One interesting aspect to IPPS is that it specifies that Medicare will not cover additional costs of eight preventable, hospital-acquired conditions. These conditions include an object mistakenly left in a patient during surgery, air embolism, blood incompatibility, falls, mediastinitis, catheter-associated urinary tract infections (UTIs), pressure ulcers, and vascular catheter associated infections. For 2009, CMS will also propose excluding ventilator associated pneumonia, staphylococcus aureus septicemia, and deep-vein thrombosis/pulmonary embolism.

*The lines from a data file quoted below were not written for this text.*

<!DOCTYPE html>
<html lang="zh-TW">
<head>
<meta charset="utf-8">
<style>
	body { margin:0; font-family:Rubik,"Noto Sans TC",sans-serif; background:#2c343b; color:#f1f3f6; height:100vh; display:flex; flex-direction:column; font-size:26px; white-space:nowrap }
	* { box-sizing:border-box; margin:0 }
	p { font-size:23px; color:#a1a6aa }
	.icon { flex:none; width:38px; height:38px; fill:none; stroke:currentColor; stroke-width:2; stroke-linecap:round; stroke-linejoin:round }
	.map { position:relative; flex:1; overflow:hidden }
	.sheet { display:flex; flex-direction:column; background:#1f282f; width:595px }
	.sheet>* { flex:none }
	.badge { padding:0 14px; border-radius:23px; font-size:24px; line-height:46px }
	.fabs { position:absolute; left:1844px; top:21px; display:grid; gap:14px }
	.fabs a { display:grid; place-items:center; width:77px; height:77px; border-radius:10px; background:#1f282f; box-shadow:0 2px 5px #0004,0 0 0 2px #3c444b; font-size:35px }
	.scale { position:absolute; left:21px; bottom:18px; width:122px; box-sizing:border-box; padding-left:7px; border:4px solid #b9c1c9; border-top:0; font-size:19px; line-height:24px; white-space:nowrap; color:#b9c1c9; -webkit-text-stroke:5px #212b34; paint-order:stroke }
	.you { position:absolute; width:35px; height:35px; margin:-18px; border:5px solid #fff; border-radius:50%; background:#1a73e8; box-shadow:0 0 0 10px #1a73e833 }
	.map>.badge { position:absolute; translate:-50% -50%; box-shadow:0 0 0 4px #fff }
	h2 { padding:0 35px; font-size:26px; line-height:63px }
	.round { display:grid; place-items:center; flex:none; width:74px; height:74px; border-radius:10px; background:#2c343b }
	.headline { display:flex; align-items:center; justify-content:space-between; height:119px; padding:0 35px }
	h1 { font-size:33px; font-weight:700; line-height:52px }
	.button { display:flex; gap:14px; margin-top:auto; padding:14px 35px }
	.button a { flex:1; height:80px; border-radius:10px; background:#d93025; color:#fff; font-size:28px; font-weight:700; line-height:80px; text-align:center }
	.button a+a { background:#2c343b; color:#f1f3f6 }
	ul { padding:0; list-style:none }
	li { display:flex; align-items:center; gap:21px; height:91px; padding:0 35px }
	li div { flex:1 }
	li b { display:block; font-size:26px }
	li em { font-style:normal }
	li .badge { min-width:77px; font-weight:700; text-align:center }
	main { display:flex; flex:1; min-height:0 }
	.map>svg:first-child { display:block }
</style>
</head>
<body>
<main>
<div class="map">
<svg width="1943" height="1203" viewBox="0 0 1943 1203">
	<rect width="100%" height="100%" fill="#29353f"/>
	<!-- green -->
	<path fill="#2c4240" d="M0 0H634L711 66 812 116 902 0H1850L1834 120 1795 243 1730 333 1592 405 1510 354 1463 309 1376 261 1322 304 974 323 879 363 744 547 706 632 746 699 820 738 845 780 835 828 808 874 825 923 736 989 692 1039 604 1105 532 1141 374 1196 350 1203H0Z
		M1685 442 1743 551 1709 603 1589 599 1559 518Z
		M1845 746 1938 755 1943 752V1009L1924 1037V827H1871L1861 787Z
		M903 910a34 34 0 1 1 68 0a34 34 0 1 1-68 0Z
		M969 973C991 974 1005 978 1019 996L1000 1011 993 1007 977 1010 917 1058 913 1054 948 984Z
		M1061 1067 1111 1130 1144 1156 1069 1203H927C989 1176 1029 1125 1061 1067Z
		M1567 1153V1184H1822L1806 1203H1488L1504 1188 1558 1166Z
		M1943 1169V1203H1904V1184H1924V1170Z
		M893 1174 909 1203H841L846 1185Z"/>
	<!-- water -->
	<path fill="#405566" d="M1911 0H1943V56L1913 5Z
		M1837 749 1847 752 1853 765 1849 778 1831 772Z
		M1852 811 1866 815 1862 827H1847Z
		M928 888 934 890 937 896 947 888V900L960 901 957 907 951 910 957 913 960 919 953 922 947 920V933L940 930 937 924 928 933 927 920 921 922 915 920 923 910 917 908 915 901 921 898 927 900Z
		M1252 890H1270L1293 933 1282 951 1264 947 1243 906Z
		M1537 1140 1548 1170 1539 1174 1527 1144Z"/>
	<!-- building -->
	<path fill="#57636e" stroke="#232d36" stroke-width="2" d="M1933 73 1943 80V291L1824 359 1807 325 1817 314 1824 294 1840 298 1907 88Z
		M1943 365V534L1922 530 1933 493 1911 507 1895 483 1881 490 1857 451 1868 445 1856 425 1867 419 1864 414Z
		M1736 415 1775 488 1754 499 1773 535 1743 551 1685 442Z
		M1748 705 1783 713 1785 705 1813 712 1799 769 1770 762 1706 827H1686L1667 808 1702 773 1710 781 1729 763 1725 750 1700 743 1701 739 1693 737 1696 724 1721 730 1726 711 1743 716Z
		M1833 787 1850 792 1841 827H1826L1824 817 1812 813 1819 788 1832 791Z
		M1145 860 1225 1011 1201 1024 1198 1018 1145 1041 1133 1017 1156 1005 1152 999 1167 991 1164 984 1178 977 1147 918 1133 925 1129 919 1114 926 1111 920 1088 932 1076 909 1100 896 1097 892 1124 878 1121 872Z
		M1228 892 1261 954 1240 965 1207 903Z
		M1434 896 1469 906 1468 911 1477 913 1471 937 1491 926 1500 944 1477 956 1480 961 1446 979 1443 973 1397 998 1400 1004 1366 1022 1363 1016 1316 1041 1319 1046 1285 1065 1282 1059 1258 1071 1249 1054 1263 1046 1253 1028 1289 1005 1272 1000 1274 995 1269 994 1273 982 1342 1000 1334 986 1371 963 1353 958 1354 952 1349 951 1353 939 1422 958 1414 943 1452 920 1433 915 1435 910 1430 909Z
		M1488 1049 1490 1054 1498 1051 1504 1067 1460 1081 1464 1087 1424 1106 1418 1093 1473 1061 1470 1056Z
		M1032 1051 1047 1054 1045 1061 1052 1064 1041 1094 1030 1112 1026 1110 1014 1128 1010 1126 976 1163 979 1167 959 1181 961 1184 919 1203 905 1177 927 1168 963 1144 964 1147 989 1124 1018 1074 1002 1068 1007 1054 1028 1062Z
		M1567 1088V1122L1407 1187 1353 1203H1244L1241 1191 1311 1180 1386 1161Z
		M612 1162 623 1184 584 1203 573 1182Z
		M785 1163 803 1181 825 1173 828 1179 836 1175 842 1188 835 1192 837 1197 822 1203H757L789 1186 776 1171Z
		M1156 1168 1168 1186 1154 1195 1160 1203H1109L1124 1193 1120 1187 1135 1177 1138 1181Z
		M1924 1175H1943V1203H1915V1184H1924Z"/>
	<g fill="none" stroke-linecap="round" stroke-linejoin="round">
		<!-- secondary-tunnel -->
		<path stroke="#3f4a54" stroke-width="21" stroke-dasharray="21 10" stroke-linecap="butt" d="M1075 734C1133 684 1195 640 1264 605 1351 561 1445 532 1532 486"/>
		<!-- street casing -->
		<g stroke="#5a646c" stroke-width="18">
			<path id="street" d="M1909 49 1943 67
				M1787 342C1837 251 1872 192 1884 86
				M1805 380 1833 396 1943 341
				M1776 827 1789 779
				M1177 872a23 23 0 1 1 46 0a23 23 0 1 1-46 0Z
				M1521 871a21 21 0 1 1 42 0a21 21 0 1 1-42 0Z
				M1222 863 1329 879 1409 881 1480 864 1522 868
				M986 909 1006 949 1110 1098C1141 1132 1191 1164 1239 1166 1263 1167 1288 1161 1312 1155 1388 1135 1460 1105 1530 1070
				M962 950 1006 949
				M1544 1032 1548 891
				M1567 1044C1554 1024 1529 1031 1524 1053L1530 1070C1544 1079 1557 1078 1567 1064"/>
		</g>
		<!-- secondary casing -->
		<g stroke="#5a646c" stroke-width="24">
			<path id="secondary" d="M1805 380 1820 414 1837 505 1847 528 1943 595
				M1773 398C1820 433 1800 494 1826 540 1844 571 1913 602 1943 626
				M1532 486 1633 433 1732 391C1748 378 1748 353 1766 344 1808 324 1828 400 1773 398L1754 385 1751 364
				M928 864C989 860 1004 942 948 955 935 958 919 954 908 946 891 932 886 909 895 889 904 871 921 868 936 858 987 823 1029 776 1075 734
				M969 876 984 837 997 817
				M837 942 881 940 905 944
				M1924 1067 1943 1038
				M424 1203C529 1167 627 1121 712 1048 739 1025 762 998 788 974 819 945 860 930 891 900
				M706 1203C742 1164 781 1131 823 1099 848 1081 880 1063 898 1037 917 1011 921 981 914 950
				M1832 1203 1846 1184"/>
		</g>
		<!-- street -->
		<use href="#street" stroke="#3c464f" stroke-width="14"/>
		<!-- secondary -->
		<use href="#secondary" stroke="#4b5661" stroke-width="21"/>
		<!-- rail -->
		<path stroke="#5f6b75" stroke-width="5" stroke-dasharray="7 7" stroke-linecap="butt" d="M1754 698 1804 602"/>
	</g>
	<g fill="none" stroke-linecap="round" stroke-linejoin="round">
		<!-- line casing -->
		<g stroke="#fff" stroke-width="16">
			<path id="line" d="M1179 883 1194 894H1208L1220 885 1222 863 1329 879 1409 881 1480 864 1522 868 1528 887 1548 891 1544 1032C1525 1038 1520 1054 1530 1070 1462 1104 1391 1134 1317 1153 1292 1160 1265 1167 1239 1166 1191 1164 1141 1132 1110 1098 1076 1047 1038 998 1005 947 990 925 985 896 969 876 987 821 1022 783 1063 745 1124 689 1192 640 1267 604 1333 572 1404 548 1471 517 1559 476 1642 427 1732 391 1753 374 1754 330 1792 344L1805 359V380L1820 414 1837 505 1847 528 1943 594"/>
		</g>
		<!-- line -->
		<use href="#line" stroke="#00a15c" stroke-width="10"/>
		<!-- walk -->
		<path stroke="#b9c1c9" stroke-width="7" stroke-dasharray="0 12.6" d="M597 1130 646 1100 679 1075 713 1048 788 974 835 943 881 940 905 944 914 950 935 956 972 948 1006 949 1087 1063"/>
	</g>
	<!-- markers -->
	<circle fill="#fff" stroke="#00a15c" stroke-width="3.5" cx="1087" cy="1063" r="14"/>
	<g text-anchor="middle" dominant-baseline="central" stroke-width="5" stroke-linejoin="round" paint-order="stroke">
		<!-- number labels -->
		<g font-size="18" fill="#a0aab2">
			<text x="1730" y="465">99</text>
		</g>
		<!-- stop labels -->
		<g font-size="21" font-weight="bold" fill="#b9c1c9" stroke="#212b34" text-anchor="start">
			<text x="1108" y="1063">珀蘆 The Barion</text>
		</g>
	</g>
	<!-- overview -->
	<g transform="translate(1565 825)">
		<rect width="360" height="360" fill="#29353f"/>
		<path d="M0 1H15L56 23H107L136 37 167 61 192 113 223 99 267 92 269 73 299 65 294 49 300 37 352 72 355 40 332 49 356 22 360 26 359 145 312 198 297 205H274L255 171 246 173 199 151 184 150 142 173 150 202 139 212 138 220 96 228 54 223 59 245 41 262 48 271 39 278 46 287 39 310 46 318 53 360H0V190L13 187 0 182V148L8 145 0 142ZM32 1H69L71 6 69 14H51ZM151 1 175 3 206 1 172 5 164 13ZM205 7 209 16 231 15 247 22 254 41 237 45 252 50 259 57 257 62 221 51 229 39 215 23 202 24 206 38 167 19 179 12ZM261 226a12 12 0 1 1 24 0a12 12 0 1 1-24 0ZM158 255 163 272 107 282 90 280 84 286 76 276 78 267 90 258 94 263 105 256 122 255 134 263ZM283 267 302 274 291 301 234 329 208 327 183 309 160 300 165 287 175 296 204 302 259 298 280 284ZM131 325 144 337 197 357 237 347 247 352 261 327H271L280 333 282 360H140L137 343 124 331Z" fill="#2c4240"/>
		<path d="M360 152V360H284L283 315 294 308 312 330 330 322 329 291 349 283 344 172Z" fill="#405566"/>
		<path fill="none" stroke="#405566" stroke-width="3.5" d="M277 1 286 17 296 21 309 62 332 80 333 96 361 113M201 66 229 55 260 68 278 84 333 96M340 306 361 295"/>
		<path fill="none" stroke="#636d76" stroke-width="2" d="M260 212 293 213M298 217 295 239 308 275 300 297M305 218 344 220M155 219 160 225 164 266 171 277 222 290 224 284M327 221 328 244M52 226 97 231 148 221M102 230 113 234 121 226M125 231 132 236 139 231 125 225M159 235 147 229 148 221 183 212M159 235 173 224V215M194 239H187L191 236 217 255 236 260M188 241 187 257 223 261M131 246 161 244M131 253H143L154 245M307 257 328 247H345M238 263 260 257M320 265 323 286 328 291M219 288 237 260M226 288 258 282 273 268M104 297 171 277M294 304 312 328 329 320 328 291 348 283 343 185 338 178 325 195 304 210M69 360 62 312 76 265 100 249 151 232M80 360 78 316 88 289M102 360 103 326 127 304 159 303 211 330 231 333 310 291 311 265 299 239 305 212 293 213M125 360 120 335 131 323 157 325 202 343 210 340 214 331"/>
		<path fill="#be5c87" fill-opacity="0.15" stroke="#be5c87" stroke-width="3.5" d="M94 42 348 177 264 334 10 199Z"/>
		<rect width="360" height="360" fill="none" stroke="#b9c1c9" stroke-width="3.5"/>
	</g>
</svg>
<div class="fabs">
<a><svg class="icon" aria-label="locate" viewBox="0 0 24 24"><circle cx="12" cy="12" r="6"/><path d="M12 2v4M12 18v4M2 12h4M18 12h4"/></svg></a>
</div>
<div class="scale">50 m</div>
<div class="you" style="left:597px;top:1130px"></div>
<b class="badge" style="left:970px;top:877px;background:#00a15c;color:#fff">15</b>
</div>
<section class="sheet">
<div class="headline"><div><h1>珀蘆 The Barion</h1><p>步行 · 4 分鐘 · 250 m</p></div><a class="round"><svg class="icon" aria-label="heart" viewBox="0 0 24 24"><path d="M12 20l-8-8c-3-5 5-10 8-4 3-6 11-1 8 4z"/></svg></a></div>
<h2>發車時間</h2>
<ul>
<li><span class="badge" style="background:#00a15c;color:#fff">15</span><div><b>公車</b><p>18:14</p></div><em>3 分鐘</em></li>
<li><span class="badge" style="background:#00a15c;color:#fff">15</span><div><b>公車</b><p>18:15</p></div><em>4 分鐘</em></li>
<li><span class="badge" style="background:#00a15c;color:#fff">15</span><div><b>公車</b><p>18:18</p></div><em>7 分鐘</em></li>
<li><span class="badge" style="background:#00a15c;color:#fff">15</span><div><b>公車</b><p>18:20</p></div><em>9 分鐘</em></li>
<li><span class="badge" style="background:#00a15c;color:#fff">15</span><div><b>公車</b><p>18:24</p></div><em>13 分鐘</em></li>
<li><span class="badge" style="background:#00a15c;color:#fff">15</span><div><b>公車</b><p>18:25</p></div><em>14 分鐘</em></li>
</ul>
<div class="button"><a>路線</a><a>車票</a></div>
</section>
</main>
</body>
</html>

“Some of this stuff will be easy. Some cases, like ‘object left in patient during surgery’ are so obvious as to be laughable,” says Dr. Siegal. “Others are a tougher call, such as a catheter-associated UTI. These are not always as clear-cut as [CMS] says they will be. Philosophically, I think this is the right thing to do—it’s not right to pay a hospital for treating something they caused.”
Hospitalists and hospital staff are likely to see added paperwork as a result of this rule. “I can guarantee that there will be an added checklist for these conditions on admission,” says Dr. Siegal. “We’ll have to check for pressure ulcer, UTI, etc.—and that’s not necessarily a bad thing.”
Key Role for Hospitalists
When hospital payment based on reporting is involved, hospitalists are quickly drawn in. “This puts more money for hospitals at risk,” explains Dr. Siegal. “There’s a clear imperative to document better, and to identify who’s really sick. This will all land squarely on the shoulders of hospitalists—and, in fact, it already [has].”
On average, hospitals that comply with all provisions of the rule will earn an additional 3.5% in Medicare payments. This is really a result of the 3.3% market basket increase.
“The difference between doing this well and doing it poorly can add up to the margin for some hospitals,” stresses Dr. Siegal. “There’s absolutely no question that if I’m a hospital and I’m shelling out for a hospital medicine program, the single thing I want them to do and do well is report properly on these measures.”
Careful documentation includes the DRGs. Dr. Siegal points out that there’s a $4,000 swing between the DRG for low-acuity heart failure (a $3,900 payment) and high-acuity heart failure (a $7,900 payment). “Clearly, there will be a shift in reimbursement to those hospitals with sicker patients—or those that do a better job of documenting those patients,” he says. “You can bet that hospitals will make this a priority. They’re going to get much more finicky about how we document.”
Here’s an example: If presented with a patient with sepsis and a UTI, different physicians will have different diagnoses—or rather, use different terms, whether it’s sepsis, severe sepsis, urosepsis, SIRS, or something else. “Hospitals will try to force all physicians to get more crisp in their definitions,” says Dr. Siegal. “This could be good, because we’ll all be using the same language. But some aspects of this will just be a pain … like any other broadly applied rule. If you admit someone with chest pains, you will no longer be able to note ‘chest pains’; you’ll have to describe the pains.”
Starting now, the new IPPS will force hospitalists to perform more—and more careful—documentation for each patient. “It feels like one more hoop to jump through,” says Dr. Siegal. “But there should be no doubt that this is the future of healthcare, like it or not.” TH
Jane Jerrard has been writing for The Hospitalist since 2005.